Source records
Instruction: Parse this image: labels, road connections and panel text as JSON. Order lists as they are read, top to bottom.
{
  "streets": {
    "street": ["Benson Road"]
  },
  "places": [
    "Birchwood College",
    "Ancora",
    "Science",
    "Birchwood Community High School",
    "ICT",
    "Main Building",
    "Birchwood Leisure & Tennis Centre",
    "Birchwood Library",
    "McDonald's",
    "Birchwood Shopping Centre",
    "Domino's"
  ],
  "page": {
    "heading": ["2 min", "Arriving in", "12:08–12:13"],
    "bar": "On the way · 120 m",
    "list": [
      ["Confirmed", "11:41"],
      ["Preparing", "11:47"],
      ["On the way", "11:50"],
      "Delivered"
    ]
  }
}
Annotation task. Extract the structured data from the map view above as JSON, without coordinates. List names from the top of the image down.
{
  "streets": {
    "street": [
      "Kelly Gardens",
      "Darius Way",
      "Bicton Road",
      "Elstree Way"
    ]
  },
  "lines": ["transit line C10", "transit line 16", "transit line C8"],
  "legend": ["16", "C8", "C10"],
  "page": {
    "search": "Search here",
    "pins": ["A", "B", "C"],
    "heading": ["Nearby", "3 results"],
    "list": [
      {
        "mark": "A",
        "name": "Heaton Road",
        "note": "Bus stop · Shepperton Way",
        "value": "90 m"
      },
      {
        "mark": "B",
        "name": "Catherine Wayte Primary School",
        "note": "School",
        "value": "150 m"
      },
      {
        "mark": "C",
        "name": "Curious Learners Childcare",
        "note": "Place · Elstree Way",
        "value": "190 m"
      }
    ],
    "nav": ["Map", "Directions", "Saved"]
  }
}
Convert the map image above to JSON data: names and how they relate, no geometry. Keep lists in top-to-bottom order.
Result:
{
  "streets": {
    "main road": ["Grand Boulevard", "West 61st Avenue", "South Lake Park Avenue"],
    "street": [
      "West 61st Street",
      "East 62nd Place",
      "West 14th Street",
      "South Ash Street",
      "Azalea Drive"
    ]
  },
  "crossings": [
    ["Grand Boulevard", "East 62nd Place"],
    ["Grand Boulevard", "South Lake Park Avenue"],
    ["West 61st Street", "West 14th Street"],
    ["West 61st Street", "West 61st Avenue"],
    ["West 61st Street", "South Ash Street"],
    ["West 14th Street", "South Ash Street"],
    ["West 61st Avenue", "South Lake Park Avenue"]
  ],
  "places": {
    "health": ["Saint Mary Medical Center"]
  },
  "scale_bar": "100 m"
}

#### Work instructions:
Output, please, only the lines running from the start of the entries through the line that contains "Convert the map", including both of those lines.

#### Answer:
Instruction: Parse this image: labels, road connections and panel text as JSON. Order lists as they are read, top to bottom.
{
  "streets": {
    "street": ["Benson Road"]
  },
  "places": [
    "Birchwood College",
    "Ancora",
    "Science",
    "Birchwood Community High School",
    "ICT",
    "Main Building",
    "Birchwood Leisure & Tennis Centre",
    "Birchwood Library",
    "McDonald's",
    "Birchwood Shopping Centre",
    "Domino's"
  ],
  "page": {
    "heading": ["2 min", "Arriving in", "12:08–12:13"],
    "bar": "On the way · 120 m",
    "list": [
      ["Confirmed", "11:41"],
      ["Preparing", "11:47"],
      ["On the way", "11:50"],
      "Delivered"
    ]
  }
}
Annotation task. Extract the structured data from the map view above as JSON, without coordinates. List names from the top of the image down.
{
  "streets": {
    "street": [
      "Kelly Gardens",
      "Darius Way",
      "Bicton Road",
      "Elstree Way"
    ]
  },
  "lines": ["transit line C10", "transit line 16", "transit line C8"],
  "legend": ["16", "C8", "C10"],
  "page": {
    "search": "Search here",
    "pins": ["A", "B", "C"],
    "heading": ["Nearby", "3 results"],
    "list": [
      {
        "mark": "A",
        "name": "Heaton Road",
        "note": "Bus stop · Shepperton Way",
        "value": "90 m"
      },
      {
        "mark": "B",
        "name": "Catherine Wayte Primary School",
        "note": "School",
        "value": "150 m"
      },
      {
        "mark": "C",
        "name": "Curious Learners Childcare",
        "note": "Place · Elstree Way",
        "value": "190 m"
      }
    ],
    "nav": ["Map", "Directions", "Saved"]
  }
}
Convert the map image above to JSON data: names and how they relate, no geometry. Keep lists in top-to-bottom order.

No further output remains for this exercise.